By this point, small business website design probably seems pretty easy. Just buy your domain name, pick a template from a hosting provider and voila! You’re in (online) business!
It’s actually a little more complicated than that.
When you create a business website, you’re really just getting started on a new channel that could become a critical element to your long-term growth. It requires a strategy that uses what you already know about your customers and prospects, along with a willingness to learn and adapt your business website as you go along to attract, retain and convert visitors into real purchases. The approaches outlined below can help your small business achieve success online.
One of the best things about websites is that you can design them almost any way you want. The downside of that is when consumers visit your site and there’s not necessarily an intuitive way to look around and find what they need. Imagine if you were greeting a new customer or prospect at your office you’d walk them through your products, services, the things that differentiate you or any other special information. Now say it out loud, film it and use it as s sort of tutorial about your site and your business. Then take it a step further and use the same video as marketing collateral for your sales team to introduce themselves to leads.
In some businesses, there are a mix of product and services that can be used by all customers, and some that are designed for customers of a certain size, or who operate in a particular vertical market. Think about how a retailer operates, where concepts around merchandising and assortment have been in place for years. It basically means that shelves in a store are stocked according to the most common interests or concerns that bring people in, whether it’s clothes, kitchenware or home renovation products. The same idea can apply online, even in a B2B environment: Organize your landing pages with tabs, drop-down menus or buttons that make it easy for visitors to quickly discover the items that are most relevant to them.
There is comfort in consistency. Many customers will want to see some things remain the same on your site so that they can easily navigate it. If everything is static, though, there’s not a lot of incentive to keep coming back. While many SMBs might maintain a compelling blog, it might get buried in the bottom or “footer” of the site and easily overlooked. Instead, think about using simple headlines and links to bring up near the top of your home page, perhaps with your three most recent articles. This gives your site a sense of timeliness and a chance for regular site visitors to learn something new about your company.
“Get updates!” is often the only words in a little box on many business websites that sits somewhere near the top of the page. This is a wasted marketing opportunity. Make it clear why it’s worth being part of your database. Will you give exclusive invitations to try new products and services? Will they receive discounts or other incentives towards their next purchase? Will you send them a newsletter that looks at specific issues of interest to the market and its community? The frequency, content and particularly the value of the subscription should be spelled out so that visitors are motivated to sign up.
Whether you’re looking at visits, unique visits, referral traffic or some other metric, part of using a website effectively is analyzing customer behaviour patterns and optimizing accordingly. If you see a disproportionate volume of visits to your “About Us” page, for instance, maybe there’s important details about your location, hours or history that needs to be brought closer to the home page.
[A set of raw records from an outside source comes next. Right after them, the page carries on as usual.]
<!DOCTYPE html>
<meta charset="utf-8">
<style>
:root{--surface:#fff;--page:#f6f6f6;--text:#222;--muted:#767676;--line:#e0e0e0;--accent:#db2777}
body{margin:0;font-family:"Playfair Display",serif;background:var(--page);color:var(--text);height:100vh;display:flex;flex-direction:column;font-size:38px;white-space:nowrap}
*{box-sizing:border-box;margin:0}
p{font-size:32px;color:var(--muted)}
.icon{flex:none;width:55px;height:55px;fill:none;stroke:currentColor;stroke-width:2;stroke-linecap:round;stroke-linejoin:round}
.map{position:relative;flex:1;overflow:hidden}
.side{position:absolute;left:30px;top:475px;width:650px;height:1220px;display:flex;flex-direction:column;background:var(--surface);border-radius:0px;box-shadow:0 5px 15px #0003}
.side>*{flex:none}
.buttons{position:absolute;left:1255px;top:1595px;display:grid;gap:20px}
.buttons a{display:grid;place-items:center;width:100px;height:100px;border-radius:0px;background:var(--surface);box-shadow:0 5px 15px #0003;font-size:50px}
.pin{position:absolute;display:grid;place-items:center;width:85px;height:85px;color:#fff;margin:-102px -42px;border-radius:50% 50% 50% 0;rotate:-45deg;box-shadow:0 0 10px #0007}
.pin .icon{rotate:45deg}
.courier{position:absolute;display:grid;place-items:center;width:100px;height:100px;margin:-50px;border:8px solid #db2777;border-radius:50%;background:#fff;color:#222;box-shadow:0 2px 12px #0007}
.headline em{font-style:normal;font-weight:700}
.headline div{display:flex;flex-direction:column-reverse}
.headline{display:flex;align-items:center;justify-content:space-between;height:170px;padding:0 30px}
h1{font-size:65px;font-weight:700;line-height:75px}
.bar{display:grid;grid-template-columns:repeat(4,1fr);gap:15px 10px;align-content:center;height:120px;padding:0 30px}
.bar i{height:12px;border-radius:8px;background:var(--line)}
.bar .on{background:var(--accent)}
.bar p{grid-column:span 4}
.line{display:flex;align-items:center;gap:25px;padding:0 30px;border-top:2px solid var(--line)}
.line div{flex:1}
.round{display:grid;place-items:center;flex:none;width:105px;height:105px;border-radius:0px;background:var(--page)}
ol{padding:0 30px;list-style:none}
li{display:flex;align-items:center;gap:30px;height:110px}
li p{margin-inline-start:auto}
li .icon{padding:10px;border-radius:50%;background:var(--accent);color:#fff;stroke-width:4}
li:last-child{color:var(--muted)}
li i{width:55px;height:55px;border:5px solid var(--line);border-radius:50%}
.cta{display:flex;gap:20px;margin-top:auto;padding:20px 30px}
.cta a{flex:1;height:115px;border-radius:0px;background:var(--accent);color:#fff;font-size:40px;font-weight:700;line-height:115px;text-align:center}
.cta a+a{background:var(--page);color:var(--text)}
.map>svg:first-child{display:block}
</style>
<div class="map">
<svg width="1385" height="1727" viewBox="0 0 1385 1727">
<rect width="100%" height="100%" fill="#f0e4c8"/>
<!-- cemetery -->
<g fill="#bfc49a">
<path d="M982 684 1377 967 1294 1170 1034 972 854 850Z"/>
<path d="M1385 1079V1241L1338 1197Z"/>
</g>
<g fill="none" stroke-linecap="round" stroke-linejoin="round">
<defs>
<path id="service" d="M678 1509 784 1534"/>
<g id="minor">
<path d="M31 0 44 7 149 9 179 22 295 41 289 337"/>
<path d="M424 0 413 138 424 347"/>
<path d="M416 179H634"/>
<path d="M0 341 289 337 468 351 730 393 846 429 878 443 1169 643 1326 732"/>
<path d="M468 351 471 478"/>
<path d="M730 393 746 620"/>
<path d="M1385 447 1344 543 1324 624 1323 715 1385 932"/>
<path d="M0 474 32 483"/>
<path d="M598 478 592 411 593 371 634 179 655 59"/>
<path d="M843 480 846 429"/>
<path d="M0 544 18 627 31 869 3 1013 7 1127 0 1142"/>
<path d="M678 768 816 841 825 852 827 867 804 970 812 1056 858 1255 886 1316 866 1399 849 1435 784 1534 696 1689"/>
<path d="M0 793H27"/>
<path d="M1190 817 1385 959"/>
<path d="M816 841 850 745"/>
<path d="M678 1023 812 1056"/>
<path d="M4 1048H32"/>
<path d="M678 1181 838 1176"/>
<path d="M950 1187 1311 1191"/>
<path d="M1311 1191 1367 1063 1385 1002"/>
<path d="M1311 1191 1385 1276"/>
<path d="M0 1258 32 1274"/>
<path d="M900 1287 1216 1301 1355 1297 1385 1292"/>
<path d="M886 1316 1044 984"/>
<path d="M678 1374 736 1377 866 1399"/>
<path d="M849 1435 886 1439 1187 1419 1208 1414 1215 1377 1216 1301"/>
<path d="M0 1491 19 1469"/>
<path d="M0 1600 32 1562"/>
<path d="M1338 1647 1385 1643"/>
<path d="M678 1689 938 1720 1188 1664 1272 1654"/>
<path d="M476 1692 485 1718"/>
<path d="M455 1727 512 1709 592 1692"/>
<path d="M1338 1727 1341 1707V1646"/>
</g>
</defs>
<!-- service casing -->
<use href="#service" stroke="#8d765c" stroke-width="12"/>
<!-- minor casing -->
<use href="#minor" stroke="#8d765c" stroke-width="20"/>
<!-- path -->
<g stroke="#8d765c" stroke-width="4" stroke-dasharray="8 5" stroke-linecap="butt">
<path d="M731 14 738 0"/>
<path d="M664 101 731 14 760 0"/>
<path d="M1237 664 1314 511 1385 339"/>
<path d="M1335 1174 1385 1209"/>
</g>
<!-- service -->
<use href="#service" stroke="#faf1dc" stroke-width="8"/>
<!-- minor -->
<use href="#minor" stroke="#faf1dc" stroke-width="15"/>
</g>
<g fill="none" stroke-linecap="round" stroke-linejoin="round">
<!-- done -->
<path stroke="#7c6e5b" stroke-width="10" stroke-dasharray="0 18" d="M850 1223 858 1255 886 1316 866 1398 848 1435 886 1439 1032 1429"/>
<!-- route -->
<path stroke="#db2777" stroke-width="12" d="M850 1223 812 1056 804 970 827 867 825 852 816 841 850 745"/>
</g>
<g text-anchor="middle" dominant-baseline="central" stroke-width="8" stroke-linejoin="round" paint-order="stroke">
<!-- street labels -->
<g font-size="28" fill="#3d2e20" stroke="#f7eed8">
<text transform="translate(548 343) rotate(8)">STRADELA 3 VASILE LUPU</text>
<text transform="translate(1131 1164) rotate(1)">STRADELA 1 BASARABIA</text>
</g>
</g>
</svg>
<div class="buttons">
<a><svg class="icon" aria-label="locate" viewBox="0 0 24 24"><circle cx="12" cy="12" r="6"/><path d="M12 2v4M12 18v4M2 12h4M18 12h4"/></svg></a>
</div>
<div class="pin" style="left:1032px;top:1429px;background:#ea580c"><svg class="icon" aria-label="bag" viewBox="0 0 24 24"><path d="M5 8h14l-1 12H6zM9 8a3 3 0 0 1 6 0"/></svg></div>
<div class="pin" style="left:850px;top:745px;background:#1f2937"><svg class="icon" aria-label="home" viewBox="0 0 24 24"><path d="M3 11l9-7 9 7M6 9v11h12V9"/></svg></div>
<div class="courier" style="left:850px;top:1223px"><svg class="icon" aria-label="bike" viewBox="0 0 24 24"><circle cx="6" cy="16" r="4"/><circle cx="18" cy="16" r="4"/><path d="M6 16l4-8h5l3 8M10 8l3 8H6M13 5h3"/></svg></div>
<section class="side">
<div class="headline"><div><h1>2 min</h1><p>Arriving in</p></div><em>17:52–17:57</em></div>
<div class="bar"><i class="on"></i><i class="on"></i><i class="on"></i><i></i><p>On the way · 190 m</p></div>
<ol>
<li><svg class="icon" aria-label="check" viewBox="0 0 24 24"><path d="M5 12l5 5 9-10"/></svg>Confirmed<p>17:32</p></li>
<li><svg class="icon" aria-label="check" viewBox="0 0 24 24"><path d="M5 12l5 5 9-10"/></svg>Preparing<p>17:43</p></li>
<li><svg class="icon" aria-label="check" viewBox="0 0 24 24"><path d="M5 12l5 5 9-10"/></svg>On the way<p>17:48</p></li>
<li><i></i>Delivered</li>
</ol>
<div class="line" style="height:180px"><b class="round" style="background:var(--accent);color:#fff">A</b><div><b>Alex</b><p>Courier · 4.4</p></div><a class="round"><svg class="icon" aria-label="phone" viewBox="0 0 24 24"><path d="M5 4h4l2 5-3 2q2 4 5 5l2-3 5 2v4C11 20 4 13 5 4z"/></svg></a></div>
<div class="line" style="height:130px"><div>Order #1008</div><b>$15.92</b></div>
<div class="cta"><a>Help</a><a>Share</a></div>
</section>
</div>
Face it: The desktop version of your site needs to look great, but more than likely you’ll see more traffic come your way through visitors using their mobile devices. This factors into design because they may not be as willing to poke at buttons or drop-downs on a smartphone. Instead, they’ll scroll, so make sure that after they pass the first area that fills their smartphone screen, they arrive at something that will compel them to take action. This could be where you list special offers, case studies and testimonials or downloadable assets like white papers and ebooks that make them want to learn more about your products and services.
Step back every Friday, every month or even just once a quarter to consider how your site is contributing to the health of your company. This could mean actual online sales, or merely awareness about your brand. What kind of “test and learn” ideas can you try in the next seven days, month or quarter to build on what you’ve done so far? Explore whether you’re taking full advantage of the technology at your disposal to not only boost site traffic but business performance.
SMBs should keep dreaming big, but the steps to make those dreams come true may not be as big as you imagine. Ultimately, it’s the small yet strategic steps that make the biggest difference.